Things are certainly looking good on many fronts. On Tuesday, The Conference Board announced that its index of consumer confidence had registered its biggest gain in nearly 18 years, while its gauge of consumer expectations had reached its best level since the summer of 2019. Regional manufacturing indexes also surprised strongly on the upside, while the Institute for Supply Management’s gauge of factory activity hit its highest level since December 1983.
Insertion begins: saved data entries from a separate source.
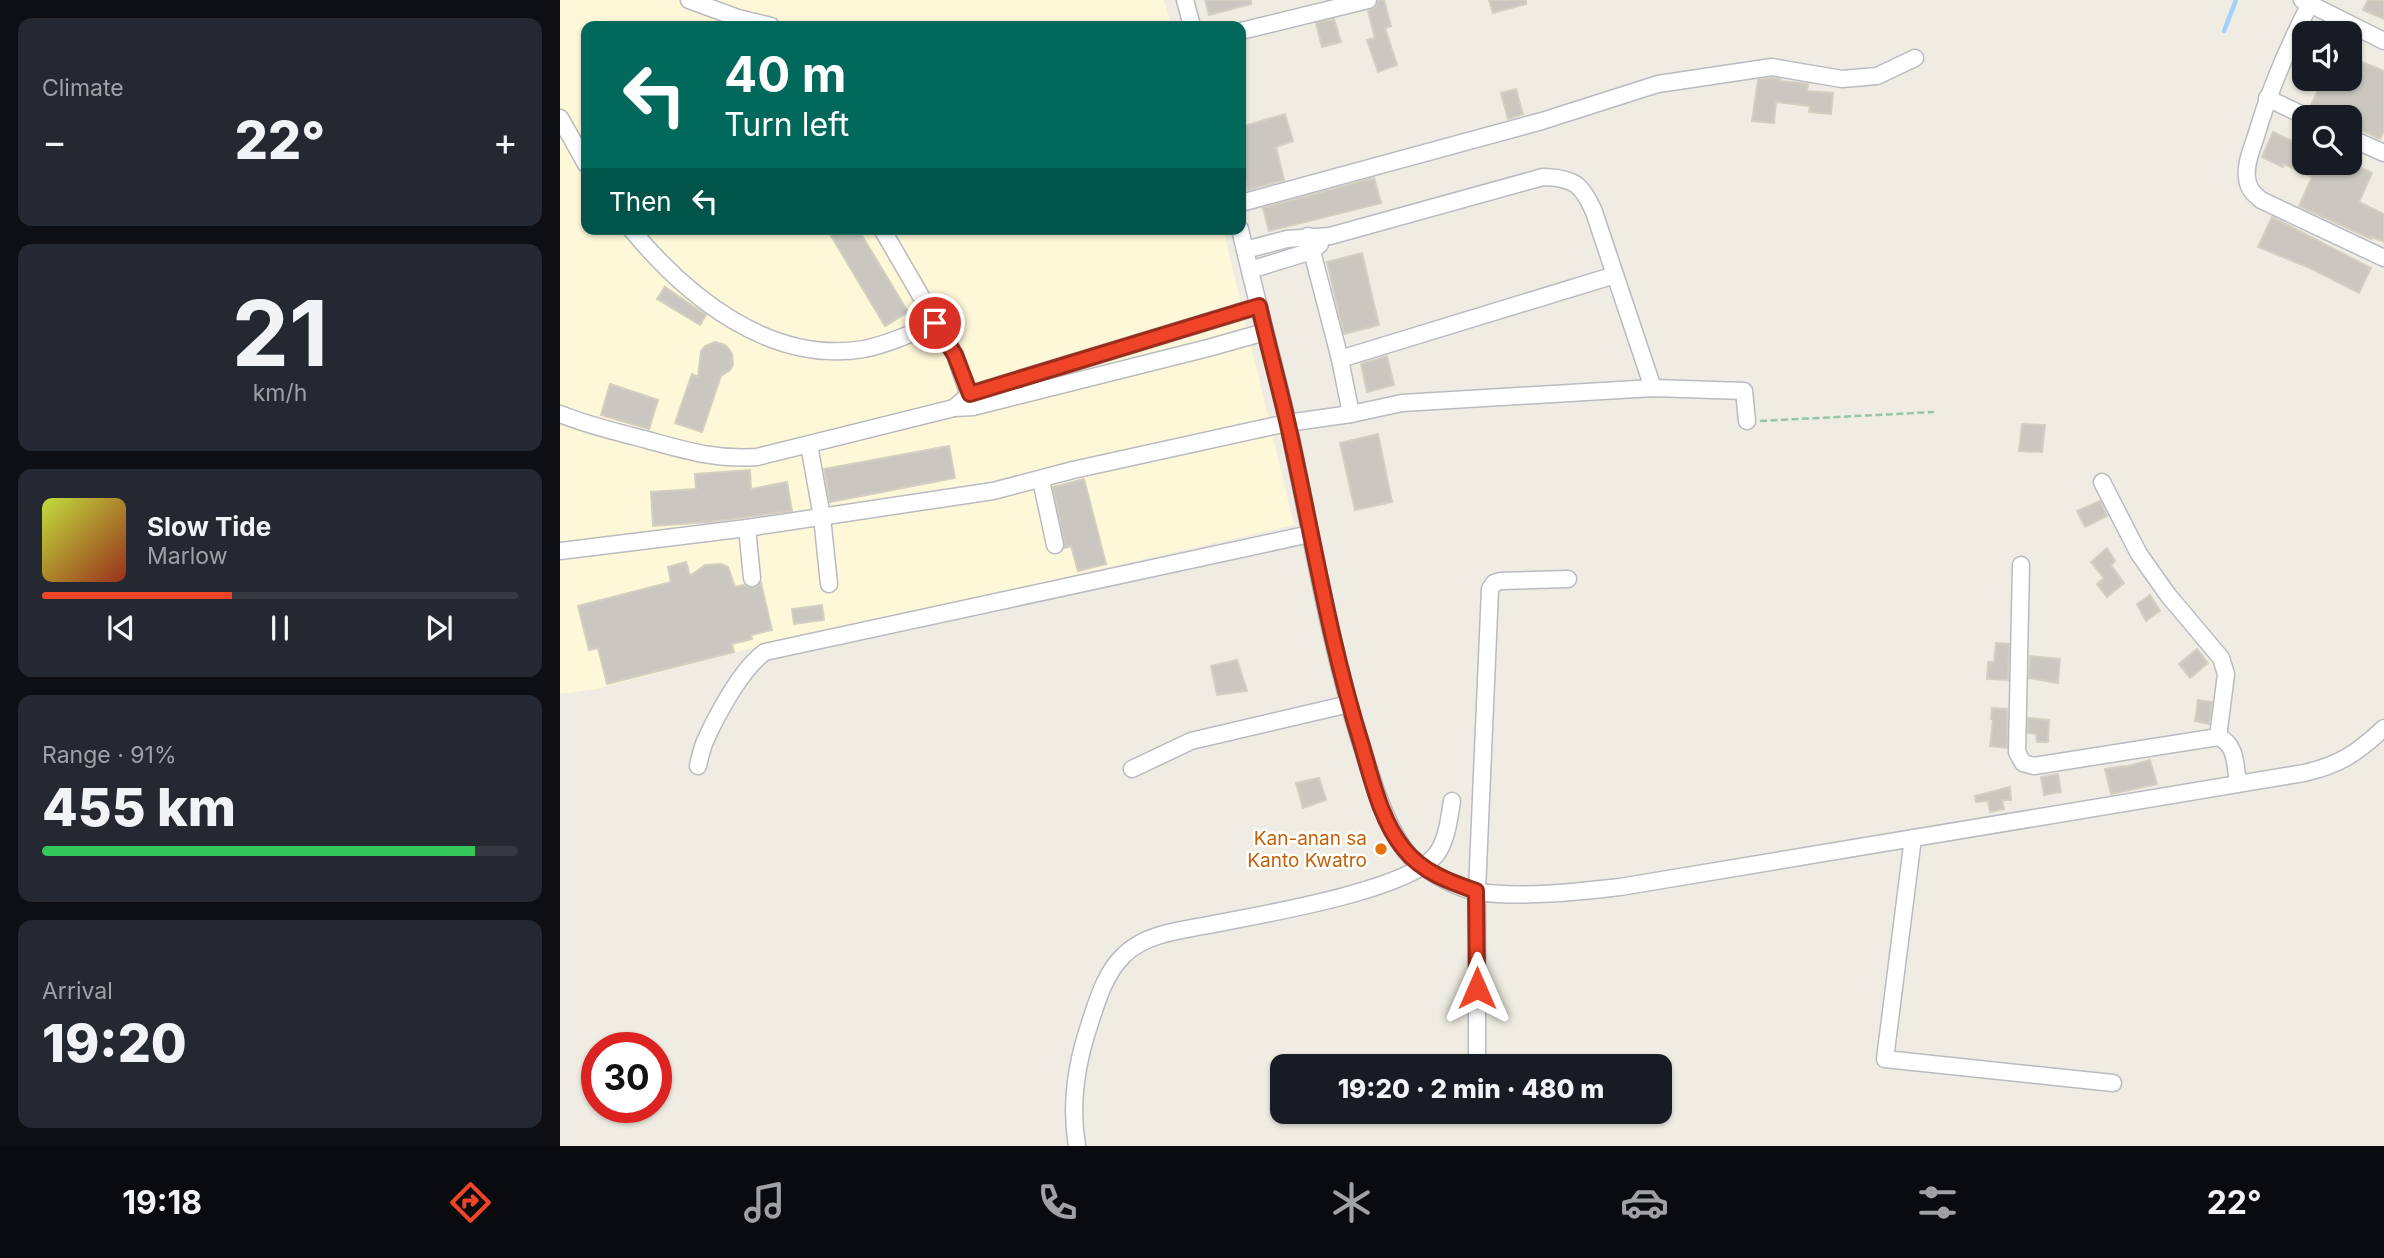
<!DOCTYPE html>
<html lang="en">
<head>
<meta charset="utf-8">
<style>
	body { margin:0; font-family:Inter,sans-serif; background:#242831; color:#f1f3f6; height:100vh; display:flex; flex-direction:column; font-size:26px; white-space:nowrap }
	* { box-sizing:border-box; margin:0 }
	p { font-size:23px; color:#9ea1a6 }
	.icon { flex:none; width:38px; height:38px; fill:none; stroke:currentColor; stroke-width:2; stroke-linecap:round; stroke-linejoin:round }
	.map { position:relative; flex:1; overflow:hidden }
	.drawer { display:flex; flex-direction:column; gap:18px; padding:18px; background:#0d0f14; width:560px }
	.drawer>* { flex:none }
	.guide { position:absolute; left:21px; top:21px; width:665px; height:214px; border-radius:14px; box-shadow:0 2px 5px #0004; background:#00695c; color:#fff; overflow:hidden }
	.controls { position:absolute; left:1732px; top:21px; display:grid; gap:14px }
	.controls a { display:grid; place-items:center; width:70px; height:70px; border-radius:14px; background:#171b24; box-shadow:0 2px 5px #0004; font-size:35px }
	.speed { position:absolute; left:21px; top:1032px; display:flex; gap:14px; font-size:35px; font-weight:700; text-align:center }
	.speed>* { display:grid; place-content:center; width:91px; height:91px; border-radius:50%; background:#171b24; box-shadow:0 2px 5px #0004; line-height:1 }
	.speed .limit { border:10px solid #d22; background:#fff; color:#111 }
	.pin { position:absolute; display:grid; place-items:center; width:60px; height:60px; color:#fff; margin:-30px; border:4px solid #fff; border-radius:50%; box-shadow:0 2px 7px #0007 }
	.me { position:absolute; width:77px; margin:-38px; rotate:0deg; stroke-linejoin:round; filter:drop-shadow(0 0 5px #0008) }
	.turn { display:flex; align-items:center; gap:24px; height:147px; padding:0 28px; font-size:32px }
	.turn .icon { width:91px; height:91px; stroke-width:2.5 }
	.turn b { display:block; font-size:49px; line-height:60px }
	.then { display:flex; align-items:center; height:66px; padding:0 28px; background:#0003; gap:14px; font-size:26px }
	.big { font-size:52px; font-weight:800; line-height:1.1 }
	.drawer .card { flex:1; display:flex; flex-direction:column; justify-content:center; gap:10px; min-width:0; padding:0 24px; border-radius:14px; background:#242831 }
	.drawer .dial { align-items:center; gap:0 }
	.dial b { font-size:91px; line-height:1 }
	.song { display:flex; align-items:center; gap:21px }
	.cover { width:84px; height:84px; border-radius:10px; background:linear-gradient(135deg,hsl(70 70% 55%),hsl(10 70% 35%)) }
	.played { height:7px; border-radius:4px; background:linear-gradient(90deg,#ef4428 40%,#363941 40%) }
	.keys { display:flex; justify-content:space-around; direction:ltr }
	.heat { display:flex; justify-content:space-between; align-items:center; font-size:38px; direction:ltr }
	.charge { height:10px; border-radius:5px; background:linear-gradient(90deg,#34c759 91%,#363941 0) }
	.trip { position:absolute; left:710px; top:1054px; width:402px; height:70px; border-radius:14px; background:#171b24; box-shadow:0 2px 5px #0004; font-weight:800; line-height:70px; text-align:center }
	.tab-bar { display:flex; height:112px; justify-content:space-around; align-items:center; background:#090b0e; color:#9ea1a6 }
	.tab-bar .icon { width:49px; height:49px }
	.tab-bar .current { color:#ef4428 }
	.tab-bar b { font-size:32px; color:#f1f3f6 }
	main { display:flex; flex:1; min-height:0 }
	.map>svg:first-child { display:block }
	.commercial { fill:#fff8d8 }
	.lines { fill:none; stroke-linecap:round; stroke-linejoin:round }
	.stream { stroke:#a3d1ff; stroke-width:4.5 }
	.building { fill:#c9c7c0; stroke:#d4cfc1; stroke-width:2 }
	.minor-casing { stroke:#b8bbc0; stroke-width:19 }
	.path { stroke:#96c6a6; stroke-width:2.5; stroke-dasharray:7 3.5; stroke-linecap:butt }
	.minor { stroke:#fff; stroke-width:16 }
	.route-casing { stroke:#9b2c1a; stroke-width:18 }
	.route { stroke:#ef4428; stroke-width:12 }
	.food-dot { fill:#e8710a; stroke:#fff; stroke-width:2.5 }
	.labels { text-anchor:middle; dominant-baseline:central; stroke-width:5; stroke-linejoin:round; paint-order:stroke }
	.food-label { font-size:19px; fill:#c56008; stroke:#fff; text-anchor:end }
</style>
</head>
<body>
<main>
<section class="drawer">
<div class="card"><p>Climate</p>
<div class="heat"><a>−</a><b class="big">22°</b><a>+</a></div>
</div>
<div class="card dial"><b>21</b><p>km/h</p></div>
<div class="card">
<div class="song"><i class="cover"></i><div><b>Slow Tide</b><p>Marlow</p></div></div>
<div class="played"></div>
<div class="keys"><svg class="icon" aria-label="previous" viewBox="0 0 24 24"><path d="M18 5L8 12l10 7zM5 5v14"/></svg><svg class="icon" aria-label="pause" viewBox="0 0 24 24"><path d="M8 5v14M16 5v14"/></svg><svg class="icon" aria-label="next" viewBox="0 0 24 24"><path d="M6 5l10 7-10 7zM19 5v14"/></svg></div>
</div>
<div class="card"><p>Range · 91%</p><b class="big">455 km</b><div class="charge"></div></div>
<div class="card"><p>Arrival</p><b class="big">19:20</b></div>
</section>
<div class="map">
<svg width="1824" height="1146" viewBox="0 0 1824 1146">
	<rect width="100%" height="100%" fill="#efede3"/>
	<polygon class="commercial" points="0,0 604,0 611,26 26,26 26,229 663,229 734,525 196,647 36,689 0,694"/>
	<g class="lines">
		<polyline class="stream" points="1664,31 1676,0"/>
	</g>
	<g class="building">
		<polygon points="645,0 691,0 691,4 649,15"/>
		<polygon points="818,0 824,0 831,26 825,28 837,65 818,72 807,40 815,38 808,11 816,7"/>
		<polygon points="929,0 966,0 966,4 933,13"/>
		<polygon points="1808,0 1824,0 1824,19 1803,10"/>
		<polygon points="774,19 781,42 762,47 756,23"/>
		<polygon points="1790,57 1824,71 1824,131 1820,139 1790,125 1790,117 1770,117 1750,107 1763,79 1790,79"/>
		<polygon points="1212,78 1220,79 1220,81 1248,84 1247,91 1273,93 1271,114 1249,112 1250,106 1216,102 1214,123 1192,121 1198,80"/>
		<polygon points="956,89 963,114 948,119 941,93"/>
		<polygon points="725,114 733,141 716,147 724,180 688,190 681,161 681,127"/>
		<polygon points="1713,132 1745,147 1745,163 1791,163 1812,173 1799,202 1824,214 1824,242 1812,237 1811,239 1739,206 1752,177 1724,164 1723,167 1702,157"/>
		<polygon points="814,178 821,203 709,231 703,208"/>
		<polygon points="1712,217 1811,268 1799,293 1750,268 1698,247"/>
		<polygon points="267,229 298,229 348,312 325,326"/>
		<polygon points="802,253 819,325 784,334 767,262"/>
		<polygon points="105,287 146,315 140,325 97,299"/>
		<polygon points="155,342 165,345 169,349 172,354 173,365 170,370 161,376 142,432 115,423 132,374 138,377 141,351 145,346"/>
		<polygon points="827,356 834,385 807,392 801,364"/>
		<polygon points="50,384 98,400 89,429 41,415"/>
		<polygon points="1462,424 1485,425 1482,452 1459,451"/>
		<polygon points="818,434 832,502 795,510 780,443"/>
		<polygon points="389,446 395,478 270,502 264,469"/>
		<polygon points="190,470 191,489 227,482 232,511 150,522 93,526 91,492 136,489 135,474"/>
		<polygon points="524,479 546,564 518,571 511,546 505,548 493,487"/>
		<polygon points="1540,501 1547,516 1525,527 1517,511"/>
		<polygon points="1547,548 1555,561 1551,565 1564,583 1547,597 1537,584 1544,578 1531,562"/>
		<polygon points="126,562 130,576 145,565 161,564 168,567 175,587 184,585 194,588 201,583 212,630 191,635 192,639 172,644 174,652 47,684 38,648 29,650 18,606 111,582 108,567"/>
		<polygon points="1590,595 1600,611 1586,621 1577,604"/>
		<polygon points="262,605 264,620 234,624 232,609"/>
		<polygon points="1436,643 1449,644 1448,680 1427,679 1428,662 1434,662"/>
		<polygon points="1637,649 1648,663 1630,678 1619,664"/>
		<polygon points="1470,656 1500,659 1498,683 1469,678"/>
		<polygon points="677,660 687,691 657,695 651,666"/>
		<polygon points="1638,700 1652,702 1649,724 1635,721"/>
		<polygon points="1432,708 1447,709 1447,748 1430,746 1433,720 1431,719"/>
		<polygon points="1468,718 1489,720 1488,742 1477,742 1476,734 1468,733"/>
		<polygon points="1590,760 1597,784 1551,794 1545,769 1565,766 1565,767"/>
		<polygon points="1498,774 1501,792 1484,795 1481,777"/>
		<polygon points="759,778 766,800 743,808 736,783"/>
		<polygon points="1450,787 1451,800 1442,800 1444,809 1430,812 1428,801 1416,802 1415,796"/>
	</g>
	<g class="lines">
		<defs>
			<g id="minor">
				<polyline points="129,0 178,18 211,26"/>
				<polyline points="625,0 632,26"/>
				<polyline points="1742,0 1824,41"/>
				<path d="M1752,0C1729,44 1710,88 1696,136C1692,149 1685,164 1687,178C1688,189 1694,194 1701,200L1824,258"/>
				<polyline points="681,31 808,0"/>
				<polyline points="1707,98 1747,117"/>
				<polyline points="0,118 26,164"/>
				<polyline points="1790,138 1824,153"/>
				<polyline points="681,203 982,121 1098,84 1212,67 1282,79 1317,76 1355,58"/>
				<path d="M71,229C126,296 210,365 304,349C329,344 352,333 375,323"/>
				<polyline points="322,229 395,355 412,404"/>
				<path d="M680,229C695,295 713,359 728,424C751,531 768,639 801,744C812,779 822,815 842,846C847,854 857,863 865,868C880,878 900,889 918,892C962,898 1016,892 1060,887L1744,773C1780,765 1797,753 1824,728"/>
				<polyline points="748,236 780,359 791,414"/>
				<path d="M685,250L727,239L770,236L983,177C1014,178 1022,184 1034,212L1093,388"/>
				<polyline points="690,270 752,251 760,244"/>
				<polyline points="780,359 1055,275"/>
				<polyline points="394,408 410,394 699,306"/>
				<path d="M0,414C27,425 56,432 84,439C124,450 155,460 197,457L394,408L413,407L648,348L705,332"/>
				<polyline points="249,445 262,517 269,584"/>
				<polyline points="481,480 495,545"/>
				<polyline points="1542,482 1579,554 1608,595 1661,658 1666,674 1658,737"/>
				<polyline points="187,528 192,578"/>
				<polyline points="0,551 187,528 433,491 513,470 727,423 791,414 842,403 1093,388 1184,391 1187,421"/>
				<path d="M1461,565L1457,752L1463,763L1474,766L1658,737C1677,744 1675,766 1678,783"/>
				<path d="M138,766C140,757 142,747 146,739C158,713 182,668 205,652L750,534"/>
				<polyline points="572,769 631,741 789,704"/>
				<polyline points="1353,838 1325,1059 1553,1083"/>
				<polyline points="917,1060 917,891 930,589 934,583 941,581 1008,579"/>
				<path d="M517,1146C510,1105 516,1065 529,1026C537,1001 545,973 564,955C584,935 616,931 643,926C693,916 844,892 875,856C887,842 889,819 892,801"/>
			</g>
		</defs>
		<use href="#minor" class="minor-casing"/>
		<polyline class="path" points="1200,421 1374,412"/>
		<use href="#minor" class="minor"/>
	</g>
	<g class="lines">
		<defs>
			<path id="route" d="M375,323L395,355L410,394L699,306C708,346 719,385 728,425C752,532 769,641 802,746C812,780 821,821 844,849C862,872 890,882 916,891L917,988"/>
		</defs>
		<use href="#route" class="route-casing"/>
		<use href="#route" class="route"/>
	</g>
	<circle class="food-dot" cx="821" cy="849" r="7"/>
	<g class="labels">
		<g class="food-label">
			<text x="807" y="838">Kan-anan sa<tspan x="807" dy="22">Kanto Kwatro</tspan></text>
		</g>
	</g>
</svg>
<div class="controls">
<a><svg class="icon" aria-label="sound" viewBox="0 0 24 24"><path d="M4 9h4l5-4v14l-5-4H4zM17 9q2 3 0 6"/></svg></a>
<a><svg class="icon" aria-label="search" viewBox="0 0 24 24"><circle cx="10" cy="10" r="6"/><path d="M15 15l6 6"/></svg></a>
</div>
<div class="speed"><div class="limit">30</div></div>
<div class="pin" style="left:375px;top:323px;background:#d93025"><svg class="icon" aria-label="arrive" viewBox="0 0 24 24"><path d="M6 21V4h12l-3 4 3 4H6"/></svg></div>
<svg class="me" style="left:917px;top:988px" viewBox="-20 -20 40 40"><path d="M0-17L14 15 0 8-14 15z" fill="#ef4428" stroke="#fff" stroke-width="4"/></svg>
<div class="trip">19:20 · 2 min · 480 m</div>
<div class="guide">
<div class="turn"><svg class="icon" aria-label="left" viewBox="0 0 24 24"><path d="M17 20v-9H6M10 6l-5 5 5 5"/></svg><div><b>40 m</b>Turn left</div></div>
<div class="then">Then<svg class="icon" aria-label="left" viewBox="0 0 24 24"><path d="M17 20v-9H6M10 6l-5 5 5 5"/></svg></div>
</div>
</div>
</main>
<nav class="tab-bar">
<b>19:18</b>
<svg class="icon current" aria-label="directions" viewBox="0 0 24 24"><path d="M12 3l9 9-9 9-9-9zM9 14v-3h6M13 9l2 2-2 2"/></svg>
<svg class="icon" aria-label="music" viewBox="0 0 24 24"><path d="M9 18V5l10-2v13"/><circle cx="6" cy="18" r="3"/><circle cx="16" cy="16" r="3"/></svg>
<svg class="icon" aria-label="phone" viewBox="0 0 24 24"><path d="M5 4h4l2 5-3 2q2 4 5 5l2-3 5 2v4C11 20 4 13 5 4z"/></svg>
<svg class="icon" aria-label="climate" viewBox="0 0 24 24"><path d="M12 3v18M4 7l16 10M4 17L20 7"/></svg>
<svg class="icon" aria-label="car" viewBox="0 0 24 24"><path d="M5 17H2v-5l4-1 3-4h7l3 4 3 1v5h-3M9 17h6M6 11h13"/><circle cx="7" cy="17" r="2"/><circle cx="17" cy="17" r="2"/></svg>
<svg class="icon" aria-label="filters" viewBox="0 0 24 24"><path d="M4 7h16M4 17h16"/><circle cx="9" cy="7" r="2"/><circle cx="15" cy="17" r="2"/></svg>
<b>22°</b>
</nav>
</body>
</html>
All of that said, let’s not lose sight of the rough seas on the horizon. Proverbs 16:18 reminds us that “Pride goes before destruction, a haughty spirit before a fall.” We continue to anticipate a correction, and we are actively thinking about the best ways to both minimize loss and capture returns, regardless of when and how any market fluctuations occur. We remain humbled and honored by the opportunity to steward blessings for so many, and we pray that the Lord’s will includes our continued discernment.
One impetus for rough seas could be gainful employment, as the effect from stimulus checks wears off. Payroll processor ADP’s tally of private-sector job gains in March missed consensus forecasts by a bit, when it was released Wednesday and, on Thursday, the Labor Department announced that weekly jobless claims had increased to 719,000, from a downwardly revised (and pandemic-era low) of 658,000 the week before.
The jobless claims data seemed to drive a decline in the yield on the benchmark 10-year U.S. Treasury note at the end of the trading week (bond prices and yields move in opposite directions, while demand for the safety of bonds and bond prices move in similar directions). Municipal bonds continued to outperform Treasuries for much of the week, as flows into municipal bond funds reached a record high, according to Lipper data.
Although the jobless claims and correlated bond price movement have the makings of a downward trend in the market, the high-yield market (which is more closely correlated to stock performance) was also stronger, as the projected positive economic impact of the Biden administration’s infrastructure plan seemed to offset the inflation fears that have been weighing on broader risk markets recently.
The waters are murky and the horizon unsettled, but our team remains steady at the helm. There are still significant opportunities, today, and there appear to be ample lanes for continued growth ahead. We’ve got our eyes peeled!